Arctic sea ice: 14th-lowest May extent on record
Arctic sea ice extent during May 2022 was the 14th lowest in the 44-year satellite record, according to the National Snow and Ice Data Center, NSIDC. This highest May extent since 2013 was caused by relatively cool arctic air temperatures (close to the 1981 to 2010 average). But by the end of May, sea ice extent was near the level of May 2012 – the year that ended up with the lowest sea ice minimum on record.
Antarctic sea ice extent in May was the fifth lowest on record.
Notable global heat and cold marks for May 2022
The information below is courtesy of Maximiliano Herrera. Follow him on Twitter: @extremetemps:
– Hottest May temperature in the Northern Hemisphere: 51.0°C (123.8°F) at Jacobabad, Pakistan, May 14;
– Coldest May temperature in the Northern Hemisphere: -44.3°C (-47.7°F) at Summit, Greenland, May 2;
– Hottest May temperature in the Southern Hemisphere: 39.2°C (102.6°F) at Curtin, Australia, May 1;
– Coldest May temperature in the Southern Hemisphere: -79.6°C (-111.3°F) at Dome Fuji, Antarctica, May 26;
– Highest 2022 average temperature to date (Jan.-May) in the Southern Hemisphere: 31.0°C (87.8°F) at Roebourne and Marble Bar, Australia; and
– Highest 2022 average temperature to date (Jan.-May) in the Northern Hemisphere: 33.1°C (91.6°F) at Yelimane and Kenieba, Mali.

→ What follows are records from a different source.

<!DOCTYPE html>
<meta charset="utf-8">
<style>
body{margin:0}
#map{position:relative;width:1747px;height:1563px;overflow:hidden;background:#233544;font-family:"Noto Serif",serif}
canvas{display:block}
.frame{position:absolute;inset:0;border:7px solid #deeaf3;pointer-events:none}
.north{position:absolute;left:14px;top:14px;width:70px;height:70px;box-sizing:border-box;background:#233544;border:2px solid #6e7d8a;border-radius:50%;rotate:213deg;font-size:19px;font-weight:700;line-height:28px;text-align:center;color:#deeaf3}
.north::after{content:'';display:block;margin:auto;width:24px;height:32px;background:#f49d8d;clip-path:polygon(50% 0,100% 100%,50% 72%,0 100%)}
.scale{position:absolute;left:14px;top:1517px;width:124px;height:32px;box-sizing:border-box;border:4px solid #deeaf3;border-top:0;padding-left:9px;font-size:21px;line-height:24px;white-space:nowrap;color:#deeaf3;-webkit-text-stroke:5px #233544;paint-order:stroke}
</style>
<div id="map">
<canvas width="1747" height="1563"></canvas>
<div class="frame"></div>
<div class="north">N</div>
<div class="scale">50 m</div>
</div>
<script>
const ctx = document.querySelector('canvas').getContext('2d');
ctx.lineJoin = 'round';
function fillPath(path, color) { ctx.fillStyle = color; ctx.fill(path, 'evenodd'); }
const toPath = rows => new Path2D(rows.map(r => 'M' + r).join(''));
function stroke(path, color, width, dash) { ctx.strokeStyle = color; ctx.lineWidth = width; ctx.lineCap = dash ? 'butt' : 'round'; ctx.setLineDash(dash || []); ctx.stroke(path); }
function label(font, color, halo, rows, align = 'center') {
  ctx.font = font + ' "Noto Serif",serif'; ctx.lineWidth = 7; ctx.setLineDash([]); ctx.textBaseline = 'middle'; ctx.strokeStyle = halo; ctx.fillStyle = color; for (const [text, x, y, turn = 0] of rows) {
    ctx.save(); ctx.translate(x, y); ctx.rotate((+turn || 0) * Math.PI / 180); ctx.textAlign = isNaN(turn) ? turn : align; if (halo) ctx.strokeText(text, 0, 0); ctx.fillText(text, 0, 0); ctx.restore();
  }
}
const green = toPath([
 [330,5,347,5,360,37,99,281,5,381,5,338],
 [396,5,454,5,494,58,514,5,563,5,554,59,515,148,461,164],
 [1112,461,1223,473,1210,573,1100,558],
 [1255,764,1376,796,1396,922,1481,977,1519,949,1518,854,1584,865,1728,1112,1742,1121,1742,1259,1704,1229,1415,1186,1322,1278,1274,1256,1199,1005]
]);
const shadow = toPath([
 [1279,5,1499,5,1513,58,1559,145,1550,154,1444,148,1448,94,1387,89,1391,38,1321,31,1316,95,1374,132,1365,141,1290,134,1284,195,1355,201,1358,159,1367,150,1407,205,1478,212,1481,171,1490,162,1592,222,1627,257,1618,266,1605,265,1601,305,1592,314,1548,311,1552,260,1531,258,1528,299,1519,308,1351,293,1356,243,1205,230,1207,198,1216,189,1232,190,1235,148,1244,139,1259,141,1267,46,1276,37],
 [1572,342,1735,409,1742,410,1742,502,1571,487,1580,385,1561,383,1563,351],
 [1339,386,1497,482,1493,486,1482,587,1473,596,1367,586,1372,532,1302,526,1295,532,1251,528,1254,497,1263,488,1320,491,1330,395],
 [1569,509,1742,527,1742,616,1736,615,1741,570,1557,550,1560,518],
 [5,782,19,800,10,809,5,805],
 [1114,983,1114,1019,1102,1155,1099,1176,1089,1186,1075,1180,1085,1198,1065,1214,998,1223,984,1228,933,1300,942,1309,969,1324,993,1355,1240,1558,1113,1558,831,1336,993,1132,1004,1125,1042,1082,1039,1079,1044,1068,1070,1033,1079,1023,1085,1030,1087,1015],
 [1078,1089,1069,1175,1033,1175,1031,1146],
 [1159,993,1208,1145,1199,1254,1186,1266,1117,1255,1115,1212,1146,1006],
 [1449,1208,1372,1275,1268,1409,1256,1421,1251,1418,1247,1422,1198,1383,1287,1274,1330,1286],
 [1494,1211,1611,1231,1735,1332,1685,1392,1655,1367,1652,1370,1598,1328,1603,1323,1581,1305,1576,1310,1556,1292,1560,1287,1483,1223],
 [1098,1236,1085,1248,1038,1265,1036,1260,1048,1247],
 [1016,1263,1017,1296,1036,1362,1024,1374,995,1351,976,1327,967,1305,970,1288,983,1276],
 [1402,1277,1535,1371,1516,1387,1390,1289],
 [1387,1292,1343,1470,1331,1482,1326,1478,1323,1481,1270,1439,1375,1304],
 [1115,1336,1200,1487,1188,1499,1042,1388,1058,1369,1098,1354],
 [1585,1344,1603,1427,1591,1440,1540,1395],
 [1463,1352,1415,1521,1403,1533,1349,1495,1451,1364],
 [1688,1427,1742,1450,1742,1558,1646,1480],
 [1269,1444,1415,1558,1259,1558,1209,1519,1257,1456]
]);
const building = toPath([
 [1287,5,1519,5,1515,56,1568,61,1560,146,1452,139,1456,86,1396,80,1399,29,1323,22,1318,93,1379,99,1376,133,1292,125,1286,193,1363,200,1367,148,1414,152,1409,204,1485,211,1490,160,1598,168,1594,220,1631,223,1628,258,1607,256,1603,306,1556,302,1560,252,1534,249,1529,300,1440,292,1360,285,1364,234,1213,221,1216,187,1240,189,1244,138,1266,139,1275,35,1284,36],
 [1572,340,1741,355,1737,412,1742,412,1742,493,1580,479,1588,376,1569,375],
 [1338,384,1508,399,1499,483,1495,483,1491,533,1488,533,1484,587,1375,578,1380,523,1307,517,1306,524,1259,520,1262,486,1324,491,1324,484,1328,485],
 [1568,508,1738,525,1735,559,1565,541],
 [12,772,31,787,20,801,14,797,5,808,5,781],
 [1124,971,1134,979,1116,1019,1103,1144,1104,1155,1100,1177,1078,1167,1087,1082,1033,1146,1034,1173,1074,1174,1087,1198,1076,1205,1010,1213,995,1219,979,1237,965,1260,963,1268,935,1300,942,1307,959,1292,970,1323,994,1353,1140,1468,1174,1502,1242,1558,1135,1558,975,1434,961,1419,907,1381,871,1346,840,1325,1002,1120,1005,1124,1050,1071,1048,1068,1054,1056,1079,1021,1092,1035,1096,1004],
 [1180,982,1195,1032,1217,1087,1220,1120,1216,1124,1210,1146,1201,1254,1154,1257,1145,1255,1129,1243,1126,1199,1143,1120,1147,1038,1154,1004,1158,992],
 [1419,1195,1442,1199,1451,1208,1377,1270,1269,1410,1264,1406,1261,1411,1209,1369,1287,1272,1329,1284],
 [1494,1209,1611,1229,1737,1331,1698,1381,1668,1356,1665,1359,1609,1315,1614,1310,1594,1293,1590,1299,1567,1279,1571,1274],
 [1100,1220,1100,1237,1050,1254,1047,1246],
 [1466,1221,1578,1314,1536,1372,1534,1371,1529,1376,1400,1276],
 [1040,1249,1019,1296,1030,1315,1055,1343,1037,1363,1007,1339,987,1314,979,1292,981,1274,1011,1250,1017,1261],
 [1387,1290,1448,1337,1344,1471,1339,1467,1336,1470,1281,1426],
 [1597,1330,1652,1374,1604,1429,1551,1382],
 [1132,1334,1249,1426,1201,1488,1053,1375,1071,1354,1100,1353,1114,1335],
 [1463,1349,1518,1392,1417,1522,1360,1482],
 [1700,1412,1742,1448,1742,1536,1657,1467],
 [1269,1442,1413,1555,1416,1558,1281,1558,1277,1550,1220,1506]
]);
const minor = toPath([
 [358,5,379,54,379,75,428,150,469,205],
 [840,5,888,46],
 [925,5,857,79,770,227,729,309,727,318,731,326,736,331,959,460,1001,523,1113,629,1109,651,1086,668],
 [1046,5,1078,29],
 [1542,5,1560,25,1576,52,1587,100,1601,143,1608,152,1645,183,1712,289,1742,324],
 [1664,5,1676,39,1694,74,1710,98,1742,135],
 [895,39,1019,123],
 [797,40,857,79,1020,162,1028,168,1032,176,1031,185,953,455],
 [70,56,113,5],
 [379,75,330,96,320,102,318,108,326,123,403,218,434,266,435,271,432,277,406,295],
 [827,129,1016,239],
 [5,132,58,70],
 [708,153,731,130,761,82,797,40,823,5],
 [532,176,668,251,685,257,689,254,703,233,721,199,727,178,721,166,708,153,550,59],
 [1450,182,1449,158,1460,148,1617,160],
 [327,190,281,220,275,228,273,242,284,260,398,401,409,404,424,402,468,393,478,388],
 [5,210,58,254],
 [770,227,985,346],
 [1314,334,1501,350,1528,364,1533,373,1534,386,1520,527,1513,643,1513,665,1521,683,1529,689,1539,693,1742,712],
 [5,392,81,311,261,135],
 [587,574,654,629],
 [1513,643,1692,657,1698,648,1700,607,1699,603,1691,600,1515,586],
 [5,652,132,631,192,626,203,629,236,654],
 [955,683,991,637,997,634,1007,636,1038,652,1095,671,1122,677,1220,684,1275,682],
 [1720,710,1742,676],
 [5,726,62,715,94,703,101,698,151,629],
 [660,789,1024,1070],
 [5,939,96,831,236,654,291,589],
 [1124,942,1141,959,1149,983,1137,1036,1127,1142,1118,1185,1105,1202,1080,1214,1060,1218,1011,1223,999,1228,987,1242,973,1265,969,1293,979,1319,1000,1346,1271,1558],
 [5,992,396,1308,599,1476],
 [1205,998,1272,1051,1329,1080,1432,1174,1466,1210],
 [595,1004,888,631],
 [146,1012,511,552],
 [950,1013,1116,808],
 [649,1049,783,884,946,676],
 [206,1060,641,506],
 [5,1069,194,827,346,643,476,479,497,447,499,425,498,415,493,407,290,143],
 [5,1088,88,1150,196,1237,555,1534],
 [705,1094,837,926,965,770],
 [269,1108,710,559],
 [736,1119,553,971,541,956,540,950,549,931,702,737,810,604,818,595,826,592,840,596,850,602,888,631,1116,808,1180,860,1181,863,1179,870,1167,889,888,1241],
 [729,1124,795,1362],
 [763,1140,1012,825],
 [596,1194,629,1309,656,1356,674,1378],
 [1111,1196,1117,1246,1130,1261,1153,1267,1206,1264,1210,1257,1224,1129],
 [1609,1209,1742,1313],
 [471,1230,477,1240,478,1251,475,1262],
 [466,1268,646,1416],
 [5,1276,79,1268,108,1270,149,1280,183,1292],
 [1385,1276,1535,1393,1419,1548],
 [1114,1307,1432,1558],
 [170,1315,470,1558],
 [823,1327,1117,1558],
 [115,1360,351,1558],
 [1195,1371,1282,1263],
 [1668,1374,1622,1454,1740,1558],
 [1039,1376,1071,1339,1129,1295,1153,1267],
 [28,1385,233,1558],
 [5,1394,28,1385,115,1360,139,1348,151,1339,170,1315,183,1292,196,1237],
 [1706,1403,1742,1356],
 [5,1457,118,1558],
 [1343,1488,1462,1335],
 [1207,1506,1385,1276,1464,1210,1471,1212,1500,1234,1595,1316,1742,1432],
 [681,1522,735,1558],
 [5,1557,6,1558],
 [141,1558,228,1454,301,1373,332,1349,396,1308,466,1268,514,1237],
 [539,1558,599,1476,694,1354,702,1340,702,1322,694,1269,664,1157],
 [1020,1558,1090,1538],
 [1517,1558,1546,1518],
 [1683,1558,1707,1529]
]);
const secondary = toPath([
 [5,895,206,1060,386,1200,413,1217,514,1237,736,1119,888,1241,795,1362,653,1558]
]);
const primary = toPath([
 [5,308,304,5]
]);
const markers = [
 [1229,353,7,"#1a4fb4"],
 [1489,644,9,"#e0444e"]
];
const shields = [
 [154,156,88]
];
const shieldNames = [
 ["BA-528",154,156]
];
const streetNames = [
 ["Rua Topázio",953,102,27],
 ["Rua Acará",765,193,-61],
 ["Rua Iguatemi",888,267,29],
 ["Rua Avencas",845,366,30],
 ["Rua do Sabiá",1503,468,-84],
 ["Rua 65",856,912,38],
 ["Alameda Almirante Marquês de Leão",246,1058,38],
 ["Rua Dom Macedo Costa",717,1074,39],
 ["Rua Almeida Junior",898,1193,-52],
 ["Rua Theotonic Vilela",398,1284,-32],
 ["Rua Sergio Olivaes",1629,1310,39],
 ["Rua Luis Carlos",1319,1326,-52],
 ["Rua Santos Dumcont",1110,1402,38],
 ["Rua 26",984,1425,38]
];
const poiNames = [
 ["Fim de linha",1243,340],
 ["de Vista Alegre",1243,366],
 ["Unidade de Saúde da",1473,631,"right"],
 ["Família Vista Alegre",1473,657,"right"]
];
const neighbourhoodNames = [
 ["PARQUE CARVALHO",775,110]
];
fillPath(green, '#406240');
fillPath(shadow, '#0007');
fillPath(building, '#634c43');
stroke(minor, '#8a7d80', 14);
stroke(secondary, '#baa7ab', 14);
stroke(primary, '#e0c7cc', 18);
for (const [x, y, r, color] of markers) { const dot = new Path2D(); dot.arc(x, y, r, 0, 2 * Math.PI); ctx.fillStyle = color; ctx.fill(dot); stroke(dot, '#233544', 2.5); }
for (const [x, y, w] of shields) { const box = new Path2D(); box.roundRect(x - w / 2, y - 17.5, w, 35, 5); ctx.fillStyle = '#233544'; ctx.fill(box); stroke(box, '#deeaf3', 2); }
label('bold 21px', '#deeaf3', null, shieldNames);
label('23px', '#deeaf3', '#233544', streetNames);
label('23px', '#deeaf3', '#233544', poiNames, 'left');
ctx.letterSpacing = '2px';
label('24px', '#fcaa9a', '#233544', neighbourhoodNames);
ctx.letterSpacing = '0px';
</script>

Major weather stations in May: no all-time heat or cold records
No global station with a record of at least 40 years set or tied an all-time heat or cold record in May.
Three all-time national/territorial heat records set or tied in 2022
As of the end of May, three nations or territories had set or tied an all-time reliably measured national heat record:
Paraguay: 45.6°C (114.1°F) at Sombrero Hovy, January 1;
Australia: 50.7°C (123.3°F) at Onslow AP, January 13 (tie); and
Uruguay: 44.0°C (111.2°F) at Florida, January 14 (tie).

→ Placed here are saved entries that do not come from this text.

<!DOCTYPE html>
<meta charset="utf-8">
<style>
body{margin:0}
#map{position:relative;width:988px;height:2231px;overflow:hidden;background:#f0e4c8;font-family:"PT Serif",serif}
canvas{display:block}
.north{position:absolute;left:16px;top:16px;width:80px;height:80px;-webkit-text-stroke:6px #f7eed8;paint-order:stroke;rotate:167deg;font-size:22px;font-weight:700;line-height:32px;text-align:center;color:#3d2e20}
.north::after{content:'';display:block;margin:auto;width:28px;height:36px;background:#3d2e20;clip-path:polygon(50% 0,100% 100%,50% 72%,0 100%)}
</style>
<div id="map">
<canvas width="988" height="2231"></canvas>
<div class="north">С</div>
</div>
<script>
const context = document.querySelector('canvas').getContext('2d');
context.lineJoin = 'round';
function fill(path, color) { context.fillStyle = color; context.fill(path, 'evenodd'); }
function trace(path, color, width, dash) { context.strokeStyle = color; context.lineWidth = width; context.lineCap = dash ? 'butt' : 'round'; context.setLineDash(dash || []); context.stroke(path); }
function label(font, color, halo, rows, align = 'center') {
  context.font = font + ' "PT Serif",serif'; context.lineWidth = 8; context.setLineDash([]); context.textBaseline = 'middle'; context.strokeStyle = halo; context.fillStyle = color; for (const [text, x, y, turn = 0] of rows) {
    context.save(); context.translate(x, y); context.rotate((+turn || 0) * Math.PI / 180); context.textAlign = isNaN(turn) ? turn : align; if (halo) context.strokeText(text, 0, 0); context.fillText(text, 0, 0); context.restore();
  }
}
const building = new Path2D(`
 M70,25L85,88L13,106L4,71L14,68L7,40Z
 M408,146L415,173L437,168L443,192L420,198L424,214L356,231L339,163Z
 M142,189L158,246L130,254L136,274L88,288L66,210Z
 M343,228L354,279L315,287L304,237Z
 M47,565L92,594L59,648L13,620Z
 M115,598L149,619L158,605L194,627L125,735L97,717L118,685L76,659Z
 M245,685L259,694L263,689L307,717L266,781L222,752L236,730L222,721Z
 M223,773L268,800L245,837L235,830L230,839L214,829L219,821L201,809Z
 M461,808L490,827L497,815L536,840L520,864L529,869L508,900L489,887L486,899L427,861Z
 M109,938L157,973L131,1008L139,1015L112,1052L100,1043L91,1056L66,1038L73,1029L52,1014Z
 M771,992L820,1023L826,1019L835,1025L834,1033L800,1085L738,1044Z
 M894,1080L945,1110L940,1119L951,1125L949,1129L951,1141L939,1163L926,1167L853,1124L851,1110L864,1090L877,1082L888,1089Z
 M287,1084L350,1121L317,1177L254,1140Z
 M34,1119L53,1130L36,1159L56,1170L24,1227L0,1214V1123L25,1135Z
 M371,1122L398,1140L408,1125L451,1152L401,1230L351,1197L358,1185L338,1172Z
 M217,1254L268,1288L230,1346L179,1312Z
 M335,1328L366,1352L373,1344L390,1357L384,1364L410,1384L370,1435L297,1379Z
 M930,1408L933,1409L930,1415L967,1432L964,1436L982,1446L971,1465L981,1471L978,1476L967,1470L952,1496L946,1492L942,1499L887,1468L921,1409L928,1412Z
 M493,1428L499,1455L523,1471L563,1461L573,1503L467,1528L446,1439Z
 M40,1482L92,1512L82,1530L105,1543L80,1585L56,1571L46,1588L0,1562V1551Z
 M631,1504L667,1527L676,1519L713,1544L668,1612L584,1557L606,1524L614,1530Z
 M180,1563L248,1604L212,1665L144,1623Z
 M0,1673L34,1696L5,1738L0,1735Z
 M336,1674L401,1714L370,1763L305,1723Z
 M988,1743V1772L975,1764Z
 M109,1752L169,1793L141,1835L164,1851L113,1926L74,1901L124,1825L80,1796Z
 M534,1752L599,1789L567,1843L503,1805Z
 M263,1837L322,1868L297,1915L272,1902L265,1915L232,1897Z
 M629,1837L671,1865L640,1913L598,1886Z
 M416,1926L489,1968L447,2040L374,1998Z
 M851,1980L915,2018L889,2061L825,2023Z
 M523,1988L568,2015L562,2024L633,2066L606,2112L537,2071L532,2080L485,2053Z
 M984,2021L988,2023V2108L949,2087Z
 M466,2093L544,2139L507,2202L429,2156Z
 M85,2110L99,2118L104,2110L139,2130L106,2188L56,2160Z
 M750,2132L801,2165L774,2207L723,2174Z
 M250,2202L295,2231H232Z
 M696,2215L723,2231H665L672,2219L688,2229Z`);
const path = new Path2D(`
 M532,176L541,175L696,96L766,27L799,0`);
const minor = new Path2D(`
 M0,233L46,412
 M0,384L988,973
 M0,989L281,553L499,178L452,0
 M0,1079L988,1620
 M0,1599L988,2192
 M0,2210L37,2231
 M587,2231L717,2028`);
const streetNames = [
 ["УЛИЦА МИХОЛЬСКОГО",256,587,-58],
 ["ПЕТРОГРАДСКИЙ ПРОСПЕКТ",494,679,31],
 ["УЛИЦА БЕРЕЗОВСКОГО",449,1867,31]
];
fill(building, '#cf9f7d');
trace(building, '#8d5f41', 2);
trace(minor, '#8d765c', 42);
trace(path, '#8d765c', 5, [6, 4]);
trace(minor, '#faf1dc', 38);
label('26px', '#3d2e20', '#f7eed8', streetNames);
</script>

Two all-time national/territorial cold records set or tied in 2022
As of the end of May, two nations or territories had set or tied an all-time national cold record:
Montenegro: -33.4°C (-28.1°F) at Kosanica, January 25; and
Myanmar: -6.0°C (21.2°F) at Hakha, January 29 (tie).

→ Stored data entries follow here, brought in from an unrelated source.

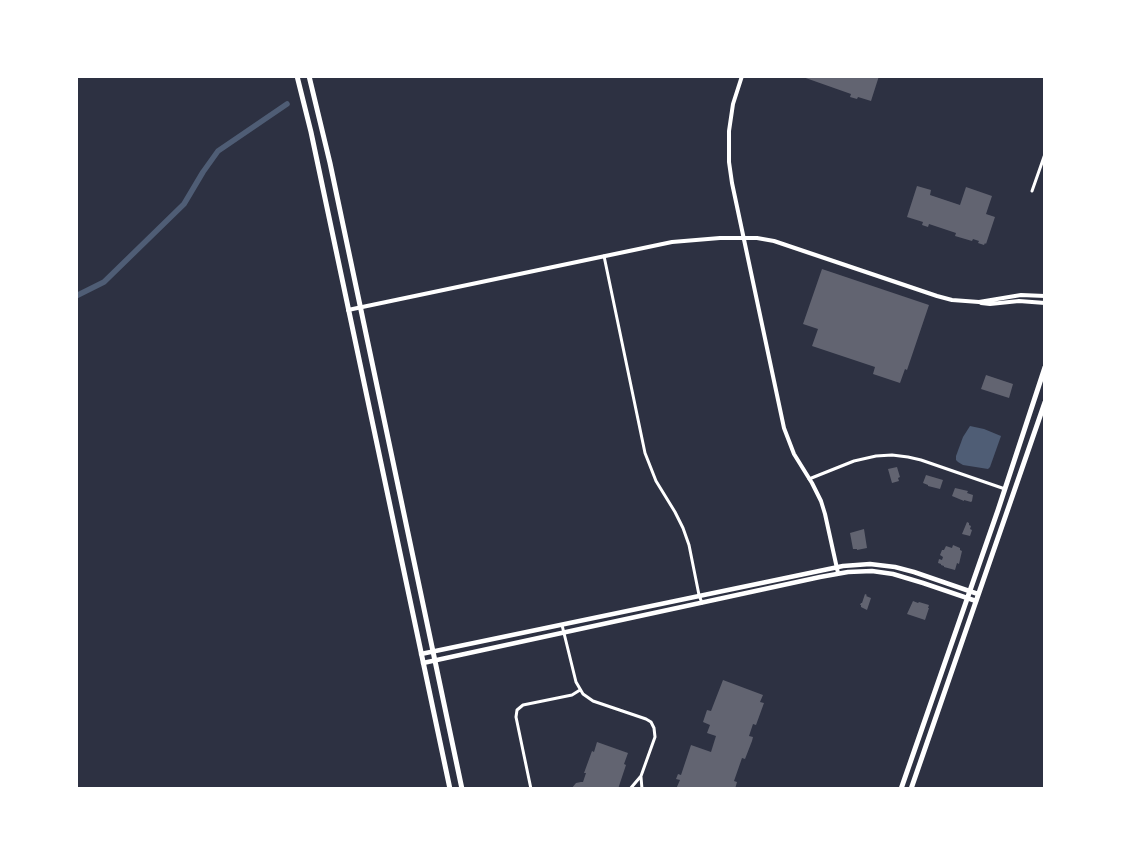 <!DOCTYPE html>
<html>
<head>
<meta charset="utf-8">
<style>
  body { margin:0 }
  #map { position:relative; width:1121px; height:865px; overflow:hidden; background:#2d3142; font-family:"Titillium Web",sans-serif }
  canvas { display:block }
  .frame { position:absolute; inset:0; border:78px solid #fff; pointer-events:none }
</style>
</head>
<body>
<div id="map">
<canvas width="1121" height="865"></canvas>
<div class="frame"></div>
</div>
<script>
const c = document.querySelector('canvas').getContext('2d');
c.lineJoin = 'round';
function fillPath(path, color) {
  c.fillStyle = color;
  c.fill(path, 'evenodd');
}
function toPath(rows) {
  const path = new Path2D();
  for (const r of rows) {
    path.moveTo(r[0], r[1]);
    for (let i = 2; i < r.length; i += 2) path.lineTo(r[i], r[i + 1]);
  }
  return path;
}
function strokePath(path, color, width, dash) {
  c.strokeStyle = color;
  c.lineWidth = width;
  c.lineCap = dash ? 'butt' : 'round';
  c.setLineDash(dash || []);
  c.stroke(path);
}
fillPath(toPath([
  [970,426,984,429,1001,436,990,467,988,469,963,465,958,462,956,460,956,456,963,437]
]), '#4f5d75');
strokePath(toPath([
  [76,296,104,282,184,204,203,172,218,151,287,104]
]), '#4f5d75', 5.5);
fillPath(toPath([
  [800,76,879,76,871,101,858,97,857,99,850,97,851,94],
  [917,186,931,190,930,195,960,205,966,187,992,196,986,214,995,217,986,244,985,243,984,245,978,243,979,241,973,239,972,241,955,236,956,233,929,224,928,227,922,225,923,222,907,217],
  [822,269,929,305,907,370,905,369,900,383,873,374,875,367,812,346,818,329,803,324],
  [986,375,1013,384,1009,398,981,389],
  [897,467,900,477,898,478,899,481,892,483,888,469],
  [926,475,943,480,940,489,928,486,928,485,923,483],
  [955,488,968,491,967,493,973,495,972,501,971,502,964,500,964,501,952,496],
  [967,522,969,523,969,525,971,526,970,529,972,530,970,536,962,534],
  [864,529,867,548,857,550,857,549,853,549,850,533],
  [953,545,960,548,960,550,962,551,959,564,957,563,955,570,944,567,944,566,941,565,941,564,938,563,939,559,942,560,943,557,940,555,942,550,944,550,946,546,952,548],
  [865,594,867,595,866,596,871,598,867,610,861,607,861,605,860,605,861,603,862,603],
  [913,601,918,603,919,602,929,605,928,608,929,608,925,620,907,614],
  [723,680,763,695,760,702,764,703,756,725,753,724,749,736,753,737,752,741,745,759,742,758,734,781,737,782,735,789,676,789,680,780,676,779,678,774,681,775,691,745,711,752,716,736,707,733,710,725,703,722,707,710,711,711],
  [597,742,628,753,624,764,626,765,618,789,571,789,576,783,581,782,583,782,586,773,584,773,592,751,594,752]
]), '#626471');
strokePath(toPath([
  [1032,191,1045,154],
  [604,256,645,453,656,481,675,512,683,528,689,545,699,595,702,603],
  [809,479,854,461,876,456,892,455,908,457,921,460,1005,489],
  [562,625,576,682,583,694,593,701,646,719,651,722,654,728,655,737,641,776,630,789],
  [641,777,642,789],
  [531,789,516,717,517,710,523,705,572,695,580,690]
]), '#fff', 3);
strokePath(toPath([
  [742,76,733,104,729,131,729,162,732,183,784,428,794,454,812,483,821,501,825,514,838,573],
  [981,303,990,304,1019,301,1045,303],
  [348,310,672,242,720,238,757,238,774,241,937,296,952,300,979,302,1021,295,1045,296]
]), '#fff', 4);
strokePath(toPath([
  [421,654,843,566,870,564,895,567,914,572,978,594],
  [423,663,820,577,848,572,872,571,893,574,923,583,976,601]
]), '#fff', 4.5);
strokePath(toPath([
  [901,789,998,510,1045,367],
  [911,789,1045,402]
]), '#fff', 5);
strokePath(toPath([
  [297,76,311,132,450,789],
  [309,76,330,163,462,789]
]), '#fff', 5);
</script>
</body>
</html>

Twenty-four additional monthly national/territorial heat records beaten or tied as of the end of May
In addition to the three all-time national/territorial records listed above, 24 nations or territories have set monthly all-time heat records in 2022, for a total of 27 monthly all-time records:
– January (11): Mexico, USA, Croatia, Liechtenstein, Moldova, Comoros, Mayotte, Maldives, Dominica, Equatorial Guinea, Montenegro;
– February (2): Papua New Guinea, Pakistan;
– March (3): Myanmar, Pakistan, Mauritius;
– April (3): British Indian Ocean Territories, Hong Kong, Chad; and
– May (5): Chad, Morocco, Liechtenstein, Andorra, Vatican City
Six additional monthly national/territorial cold records beaten or tied as of the end of May
In addition to the two all-time national/territorial records listed above, six nations or territories have set monthly all-time cold records in 2022, for a total of eight monthly all-time records:
– March (2): Montenegro and Cyprus;
– April (2): Andorra, Laos; and
– May (2): Vietnam, Thailand.
Hemispherical and continental temperature records in 2022
– Highest temperature ever recorded in January in North America: 41.7°C (107.1°F) at Gallinas, Mexico, January 1;
– Highest temperature ever recorded in the Southern Hemisphere (tie) and world record for highest temperature ever recorded in January: 50.7°C (123.3°F) at Onslow AP, Australia, January 13;
– Highest minimum temperature ever recorded in South America: 32.2°C (90.0°F) at Pampa del Infierno, Argentina, January 17; and
– Highest minimum temperature ever recorded in January in the Northern Hemisphere: 29.3°C (84.7°F) at Kenieba, Mali, on January 15 (and again on January 30).
Bob Henson contributed to this post.